A contracting out agreement can be drafted however the parties wish. It can be as simple as protecting the different contributions to the initial property purchase while keeping everything after that point equal, or it may be drafted in such a way as to keep all of the couple’s assets separate.
Generally, a contracting out agreement can be likened to an insurance policy in terms of the peace of mind it provides the couple; you hope your house won’t burn down but you insure it anyway, so why not enter into a contracting out agreement during the early stages of a relationship to know you are protected if the relationship does not work out.
The process for a contracting out agreement is the same as a separation agreement, and the courts have recently shown their willingness to set aside (void) contracting out agreements where full disclosure has not been provided. If someone is going to give up their statutory rights, they must know what it is they are giving up, and receive full legal advice on the implications of them doing so. Without this process being followed, the efforts of completing the contracting out agreement could all be wasted if challenged in court at the end of the relationship.

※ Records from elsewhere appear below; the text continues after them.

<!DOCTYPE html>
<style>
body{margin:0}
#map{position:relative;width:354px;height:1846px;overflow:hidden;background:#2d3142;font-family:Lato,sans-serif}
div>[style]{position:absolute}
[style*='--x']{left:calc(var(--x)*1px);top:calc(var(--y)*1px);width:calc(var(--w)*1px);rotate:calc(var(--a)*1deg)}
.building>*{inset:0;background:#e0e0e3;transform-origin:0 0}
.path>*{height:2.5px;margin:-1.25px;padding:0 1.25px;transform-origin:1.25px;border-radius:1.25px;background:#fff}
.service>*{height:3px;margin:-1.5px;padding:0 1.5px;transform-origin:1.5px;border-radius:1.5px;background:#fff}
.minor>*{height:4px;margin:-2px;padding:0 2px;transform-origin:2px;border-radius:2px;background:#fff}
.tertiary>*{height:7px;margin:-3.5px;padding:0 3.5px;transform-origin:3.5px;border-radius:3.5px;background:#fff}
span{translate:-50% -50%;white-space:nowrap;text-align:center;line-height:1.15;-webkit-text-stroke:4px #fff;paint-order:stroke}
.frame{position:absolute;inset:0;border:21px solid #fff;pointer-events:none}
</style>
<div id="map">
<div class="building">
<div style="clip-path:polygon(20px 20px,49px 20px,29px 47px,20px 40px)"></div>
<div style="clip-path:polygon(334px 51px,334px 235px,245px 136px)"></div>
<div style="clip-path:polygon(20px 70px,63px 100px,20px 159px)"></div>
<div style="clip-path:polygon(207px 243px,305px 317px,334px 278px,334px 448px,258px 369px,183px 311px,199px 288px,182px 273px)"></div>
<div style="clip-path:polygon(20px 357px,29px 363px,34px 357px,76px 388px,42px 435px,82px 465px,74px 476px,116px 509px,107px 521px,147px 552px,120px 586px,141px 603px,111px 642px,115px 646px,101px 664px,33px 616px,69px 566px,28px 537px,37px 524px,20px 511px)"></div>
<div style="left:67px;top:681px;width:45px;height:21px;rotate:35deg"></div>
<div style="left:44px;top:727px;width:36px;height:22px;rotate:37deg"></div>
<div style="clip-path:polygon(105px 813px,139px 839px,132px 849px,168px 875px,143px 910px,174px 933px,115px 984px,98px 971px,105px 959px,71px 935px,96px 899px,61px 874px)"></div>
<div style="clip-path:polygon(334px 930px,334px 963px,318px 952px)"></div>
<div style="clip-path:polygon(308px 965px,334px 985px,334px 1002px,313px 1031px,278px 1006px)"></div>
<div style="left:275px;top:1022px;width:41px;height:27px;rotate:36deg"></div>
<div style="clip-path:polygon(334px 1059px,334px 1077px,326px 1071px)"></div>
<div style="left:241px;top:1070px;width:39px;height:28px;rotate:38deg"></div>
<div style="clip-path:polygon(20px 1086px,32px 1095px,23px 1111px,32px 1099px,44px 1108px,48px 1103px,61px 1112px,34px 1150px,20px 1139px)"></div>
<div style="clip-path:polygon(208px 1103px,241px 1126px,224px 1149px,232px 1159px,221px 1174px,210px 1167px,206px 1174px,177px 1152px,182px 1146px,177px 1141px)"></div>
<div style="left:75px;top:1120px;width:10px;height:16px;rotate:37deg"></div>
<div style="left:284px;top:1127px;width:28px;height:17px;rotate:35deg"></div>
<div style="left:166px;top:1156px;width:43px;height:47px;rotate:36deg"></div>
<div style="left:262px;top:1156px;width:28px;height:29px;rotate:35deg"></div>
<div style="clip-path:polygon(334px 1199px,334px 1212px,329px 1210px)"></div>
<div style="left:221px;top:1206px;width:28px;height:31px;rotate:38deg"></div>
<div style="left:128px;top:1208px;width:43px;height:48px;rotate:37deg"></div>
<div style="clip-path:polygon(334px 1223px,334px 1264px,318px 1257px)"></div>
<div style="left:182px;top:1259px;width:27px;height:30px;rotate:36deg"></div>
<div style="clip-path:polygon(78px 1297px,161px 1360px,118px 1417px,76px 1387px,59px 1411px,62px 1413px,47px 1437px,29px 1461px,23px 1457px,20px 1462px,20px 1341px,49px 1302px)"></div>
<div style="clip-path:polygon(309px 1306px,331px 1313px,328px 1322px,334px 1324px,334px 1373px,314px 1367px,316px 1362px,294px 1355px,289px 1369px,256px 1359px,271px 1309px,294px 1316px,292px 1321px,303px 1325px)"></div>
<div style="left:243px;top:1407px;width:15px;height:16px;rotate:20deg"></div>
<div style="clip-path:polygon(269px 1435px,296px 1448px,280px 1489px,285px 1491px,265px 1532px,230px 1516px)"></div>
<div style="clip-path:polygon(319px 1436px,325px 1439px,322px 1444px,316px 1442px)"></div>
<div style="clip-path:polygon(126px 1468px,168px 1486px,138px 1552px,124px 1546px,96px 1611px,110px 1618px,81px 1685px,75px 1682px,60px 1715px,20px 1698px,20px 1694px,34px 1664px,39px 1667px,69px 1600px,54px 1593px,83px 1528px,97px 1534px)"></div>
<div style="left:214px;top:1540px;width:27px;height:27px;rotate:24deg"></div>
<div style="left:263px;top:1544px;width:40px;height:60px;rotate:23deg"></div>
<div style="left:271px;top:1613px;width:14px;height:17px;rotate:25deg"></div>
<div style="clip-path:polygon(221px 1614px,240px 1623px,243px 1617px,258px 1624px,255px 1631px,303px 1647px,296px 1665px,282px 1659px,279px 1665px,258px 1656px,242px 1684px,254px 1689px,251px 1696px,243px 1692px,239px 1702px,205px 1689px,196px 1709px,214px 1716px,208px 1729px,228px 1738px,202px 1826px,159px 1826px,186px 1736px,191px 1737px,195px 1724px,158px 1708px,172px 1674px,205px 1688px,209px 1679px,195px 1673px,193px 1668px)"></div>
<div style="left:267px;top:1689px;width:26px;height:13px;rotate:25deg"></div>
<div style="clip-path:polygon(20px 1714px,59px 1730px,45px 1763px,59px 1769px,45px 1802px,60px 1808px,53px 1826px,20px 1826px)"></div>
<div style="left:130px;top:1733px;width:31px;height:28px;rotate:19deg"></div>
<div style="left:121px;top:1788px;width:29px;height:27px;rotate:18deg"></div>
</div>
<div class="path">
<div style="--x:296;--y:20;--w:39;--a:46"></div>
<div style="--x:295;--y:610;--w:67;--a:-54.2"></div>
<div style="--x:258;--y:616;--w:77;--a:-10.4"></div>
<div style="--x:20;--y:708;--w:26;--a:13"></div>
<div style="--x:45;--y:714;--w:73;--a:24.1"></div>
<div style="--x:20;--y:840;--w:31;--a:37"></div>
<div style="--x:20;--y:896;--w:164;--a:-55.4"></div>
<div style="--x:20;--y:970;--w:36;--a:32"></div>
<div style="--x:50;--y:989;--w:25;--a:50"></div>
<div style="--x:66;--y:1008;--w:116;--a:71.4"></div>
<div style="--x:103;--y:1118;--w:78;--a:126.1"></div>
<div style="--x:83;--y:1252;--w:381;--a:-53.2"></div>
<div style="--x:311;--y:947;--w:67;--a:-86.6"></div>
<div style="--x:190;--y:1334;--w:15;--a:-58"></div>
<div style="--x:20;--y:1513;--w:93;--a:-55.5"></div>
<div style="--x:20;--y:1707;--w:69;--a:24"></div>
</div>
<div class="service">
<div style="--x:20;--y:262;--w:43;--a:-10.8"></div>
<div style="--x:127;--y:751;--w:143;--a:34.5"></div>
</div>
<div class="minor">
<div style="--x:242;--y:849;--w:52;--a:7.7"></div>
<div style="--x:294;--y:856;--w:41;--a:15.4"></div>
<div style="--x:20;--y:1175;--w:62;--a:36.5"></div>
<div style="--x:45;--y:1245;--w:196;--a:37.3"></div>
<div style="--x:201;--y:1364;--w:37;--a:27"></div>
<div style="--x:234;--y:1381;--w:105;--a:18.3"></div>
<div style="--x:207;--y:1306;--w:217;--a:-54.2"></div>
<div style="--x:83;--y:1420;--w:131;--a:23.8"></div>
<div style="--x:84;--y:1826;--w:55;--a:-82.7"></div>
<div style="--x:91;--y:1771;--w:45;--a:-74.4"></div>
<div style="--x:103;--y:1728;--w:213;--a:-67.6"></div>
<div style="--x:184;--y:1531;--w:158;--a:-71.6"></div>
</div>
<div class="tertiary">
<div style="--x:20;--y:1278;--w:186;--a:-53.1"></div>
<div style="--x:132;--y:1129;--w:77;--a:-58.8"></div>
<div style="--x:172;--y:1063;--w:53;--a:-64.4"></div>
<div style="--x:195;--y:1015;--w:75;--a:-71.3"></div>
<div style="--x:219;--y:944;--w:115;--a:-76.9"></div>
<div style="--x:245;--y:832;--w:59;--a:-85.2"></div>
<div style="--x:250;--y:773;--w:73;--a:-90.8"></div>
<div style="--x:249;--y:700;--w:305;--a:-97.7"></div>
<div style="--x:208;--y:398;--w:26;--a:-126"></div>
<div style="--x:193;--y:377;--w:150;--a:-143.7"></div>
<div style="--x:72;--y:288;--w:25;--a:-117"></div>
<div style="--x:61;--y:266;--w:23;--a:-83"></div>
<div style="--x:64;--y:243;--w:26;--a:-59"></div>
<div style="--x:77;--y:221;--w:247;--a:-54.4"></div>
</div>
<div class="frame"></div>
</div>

While a contracting out agreement may seem unnecessary during the relationship, it is certainly a lot easier at separation if there is a binding contracting out agreement in place. A contracting out agreement is drafted during the relationship, at a time when the parties are communicating well and without being in the stressful situation of a separation. It is generally a more efficient and economical to enter into a contracting out agreement rather than attempting to reach resolution after separation, when emotions can be running high. A non-contested contracting out agreement can negate the need for a separation agreement altogether, allowing the parties to move on with their lives much sooner.